__Task description__:
What lines of the data below hold the string "roads"? Copy each one.
Start of Given entries
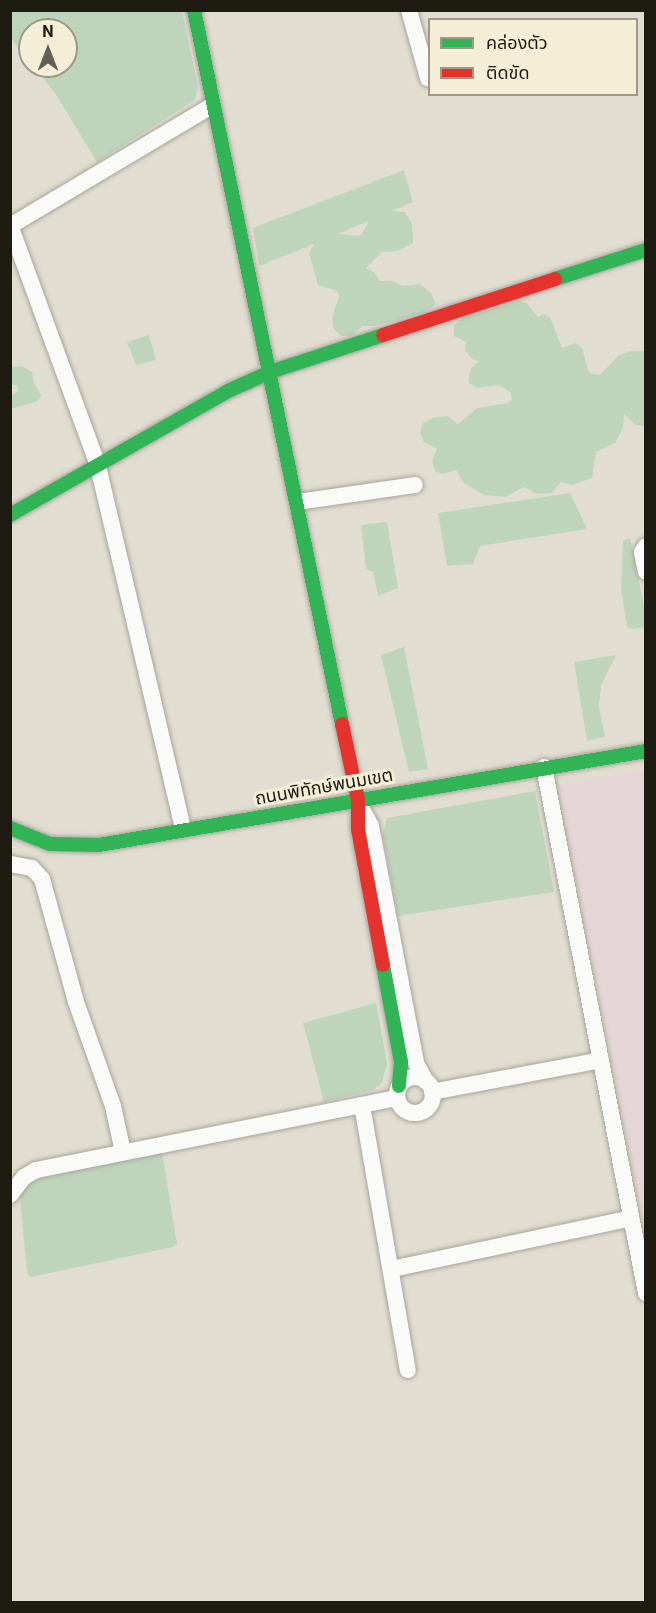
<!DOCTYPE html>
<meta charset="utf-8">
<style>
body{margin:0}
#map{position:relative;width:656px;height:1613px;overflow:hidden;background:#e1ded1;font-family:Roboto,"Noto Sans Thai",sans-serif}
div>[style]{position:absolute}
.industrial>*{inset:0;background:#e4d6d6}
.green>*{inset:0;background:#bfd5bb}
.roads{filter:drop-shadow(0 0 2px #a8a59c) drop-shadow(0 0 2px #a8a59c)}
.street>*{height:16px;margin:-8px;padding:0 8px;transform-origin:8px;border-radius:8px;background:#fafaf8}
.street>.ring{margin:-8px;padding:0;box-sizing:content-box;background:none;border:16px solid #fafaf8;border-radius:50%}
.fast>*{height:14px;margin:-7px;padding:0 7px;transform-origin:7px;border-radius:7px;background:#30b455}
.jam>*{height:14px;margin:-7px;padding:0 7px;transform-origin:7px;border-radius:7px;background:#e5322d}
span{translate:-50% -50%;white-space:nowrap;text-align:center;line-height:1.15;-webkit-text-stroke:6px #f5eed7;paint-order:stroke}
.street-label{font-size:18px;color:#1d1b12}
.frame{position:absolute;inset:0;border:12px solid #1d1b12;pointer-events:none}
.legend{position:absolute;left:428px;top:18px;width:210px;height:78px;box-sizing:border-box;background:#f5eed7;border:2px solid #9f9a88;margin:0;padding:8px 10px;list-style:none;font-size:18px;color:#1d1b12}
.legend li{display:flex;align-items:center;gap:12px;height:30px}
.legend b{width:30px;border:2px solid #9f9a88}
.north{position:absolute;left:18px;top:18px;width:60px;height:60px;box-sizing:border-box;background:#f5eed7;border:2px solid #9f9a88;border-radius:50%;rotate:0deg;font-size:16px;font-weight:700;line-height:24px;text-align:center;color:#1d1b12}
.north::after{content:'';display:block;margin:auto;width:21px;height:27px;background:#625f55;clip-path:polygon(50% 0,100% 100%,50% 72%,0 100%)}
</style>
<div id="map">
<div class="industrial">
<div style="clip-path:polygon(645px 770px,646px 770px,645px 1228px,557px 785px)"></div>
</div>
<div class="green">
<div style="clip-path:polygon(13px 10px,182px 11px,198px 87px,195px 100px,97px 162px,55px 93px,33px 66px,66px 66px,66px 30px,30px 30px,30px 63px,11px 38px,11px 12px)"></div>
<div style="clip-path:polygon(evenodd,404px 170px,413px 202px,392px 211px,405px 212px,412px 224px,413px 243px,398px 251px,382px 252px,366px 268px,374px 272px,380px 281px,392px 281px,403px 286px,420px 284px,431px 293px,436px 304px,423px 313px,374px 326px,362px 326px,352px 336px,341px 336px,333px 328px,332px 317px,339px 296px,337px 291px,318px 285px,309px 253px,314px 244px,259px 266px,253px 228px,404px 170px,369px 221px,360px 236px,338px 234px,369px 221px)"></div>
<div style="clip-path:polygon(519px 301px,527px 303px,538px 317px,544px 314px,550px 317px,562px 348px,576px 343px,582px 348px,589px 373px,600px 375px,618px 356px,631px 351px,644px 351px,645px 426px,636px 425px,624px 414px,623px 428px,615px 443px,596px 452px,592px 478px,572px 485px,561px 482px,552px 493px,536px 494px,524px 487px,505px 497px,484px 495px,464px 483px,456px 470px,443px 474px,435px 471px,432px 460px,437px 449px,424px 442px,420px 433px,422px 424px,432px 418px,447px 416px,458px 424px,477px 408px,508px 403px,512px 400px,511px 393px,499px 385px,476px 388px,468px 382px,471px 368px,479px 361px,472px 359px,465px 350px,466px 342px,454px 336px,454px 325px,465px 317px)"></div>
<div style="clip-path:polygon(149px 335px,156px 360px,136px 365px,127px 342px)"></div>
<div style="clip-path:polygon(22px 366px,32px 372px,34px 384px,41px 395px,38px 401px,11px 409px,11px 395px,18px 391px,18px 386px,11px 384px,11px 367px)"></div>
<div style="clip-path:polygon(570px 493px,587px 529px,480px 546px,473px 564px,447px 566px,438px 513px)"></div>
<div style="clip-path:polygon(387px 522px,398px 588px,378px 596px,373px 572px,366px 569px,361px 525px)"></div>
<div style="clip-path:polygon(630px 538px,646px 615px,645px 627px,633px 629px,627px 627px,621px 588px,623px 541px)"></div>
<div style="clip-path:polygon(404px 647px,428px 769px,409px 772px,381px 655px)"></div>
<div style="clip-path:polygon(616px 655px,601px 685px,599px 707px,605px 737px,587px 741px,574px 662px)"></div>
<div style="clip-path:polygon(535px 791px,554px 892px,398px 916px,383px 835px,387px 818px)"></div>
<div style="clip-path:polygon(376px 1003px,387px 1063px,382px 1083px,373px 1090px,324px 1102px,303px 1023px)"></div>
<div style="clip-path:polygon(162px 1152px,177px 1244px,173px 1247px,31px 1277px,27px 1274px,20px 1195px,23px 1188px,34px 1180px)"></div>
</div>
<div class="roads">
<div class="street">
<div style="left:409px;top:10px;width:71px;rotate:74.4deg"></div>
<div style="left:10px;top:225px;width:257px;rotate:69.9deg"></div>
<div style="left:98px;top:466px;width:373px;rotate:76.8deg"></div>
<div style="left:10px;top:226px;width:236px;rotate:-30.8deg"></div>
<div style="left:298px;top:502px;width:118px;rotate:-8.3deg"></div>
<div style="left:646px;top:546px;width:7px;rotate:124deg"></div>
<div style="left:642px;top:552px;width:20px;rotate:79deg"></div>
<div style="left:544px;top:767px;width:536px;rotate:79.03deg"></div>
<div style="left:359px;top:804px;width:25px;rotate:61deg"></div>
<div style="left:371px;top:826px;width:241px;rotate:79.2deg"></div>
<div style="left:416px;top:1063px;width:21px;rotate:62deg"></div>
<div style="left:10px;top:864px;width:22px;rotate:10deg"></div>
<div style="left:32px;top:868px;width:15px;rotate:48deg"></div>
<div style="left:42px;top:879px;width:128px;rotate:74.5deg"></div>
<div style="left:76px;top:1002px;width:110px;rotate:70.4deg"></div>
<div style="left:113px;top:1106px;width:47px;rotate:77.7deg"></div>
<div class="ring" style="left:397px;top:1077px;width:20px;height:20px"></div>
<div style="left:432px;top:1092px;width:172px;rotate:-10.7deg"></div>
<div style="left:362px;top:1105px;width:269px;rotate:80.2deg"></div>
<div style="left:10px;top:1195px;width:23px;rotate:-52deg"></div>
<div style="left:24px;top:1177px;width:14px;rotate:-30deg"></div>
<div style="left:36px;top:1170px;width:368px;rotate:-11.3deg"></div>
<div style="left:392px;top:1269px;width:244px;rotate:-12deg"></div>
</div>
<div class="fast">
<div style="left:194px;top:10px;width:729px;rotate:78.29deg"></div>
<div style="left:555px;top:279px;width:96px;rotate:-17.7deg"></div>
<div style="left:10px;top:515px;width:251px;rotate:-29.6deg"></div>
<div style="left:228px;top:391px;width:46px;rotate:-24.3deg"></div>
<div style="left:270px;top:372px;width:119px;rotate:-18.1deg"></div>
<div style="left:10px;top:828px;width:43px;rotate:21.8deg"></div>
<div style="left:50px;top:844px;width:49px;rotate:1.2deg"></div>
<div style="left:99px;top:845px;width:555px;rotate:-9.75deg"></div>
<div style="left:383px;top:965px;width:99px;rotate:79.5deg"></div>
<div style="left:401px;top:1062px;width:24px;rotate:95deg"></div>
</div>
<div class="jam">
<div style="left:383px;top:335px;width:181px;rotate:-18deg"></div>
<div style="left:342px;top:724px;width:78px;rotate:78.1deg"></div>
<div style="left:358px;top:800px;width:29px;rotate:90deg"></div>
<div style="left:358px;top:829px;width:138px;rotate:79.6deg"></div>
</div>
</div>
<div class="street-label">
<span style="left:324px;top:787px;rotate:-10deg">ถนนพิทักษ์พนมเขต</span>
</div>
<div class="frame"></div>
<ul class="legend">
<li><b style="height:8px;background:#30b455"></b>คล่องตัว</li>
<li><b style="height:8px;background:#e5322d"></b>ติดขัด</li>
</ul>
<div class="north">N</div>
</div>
End of Given entries
__Solved exercise__:
.roads{filter:drop-shadow(0 0 2px #a8a59c) drop-shadow(0 0 2px #a8a59c)}
<div class="roads">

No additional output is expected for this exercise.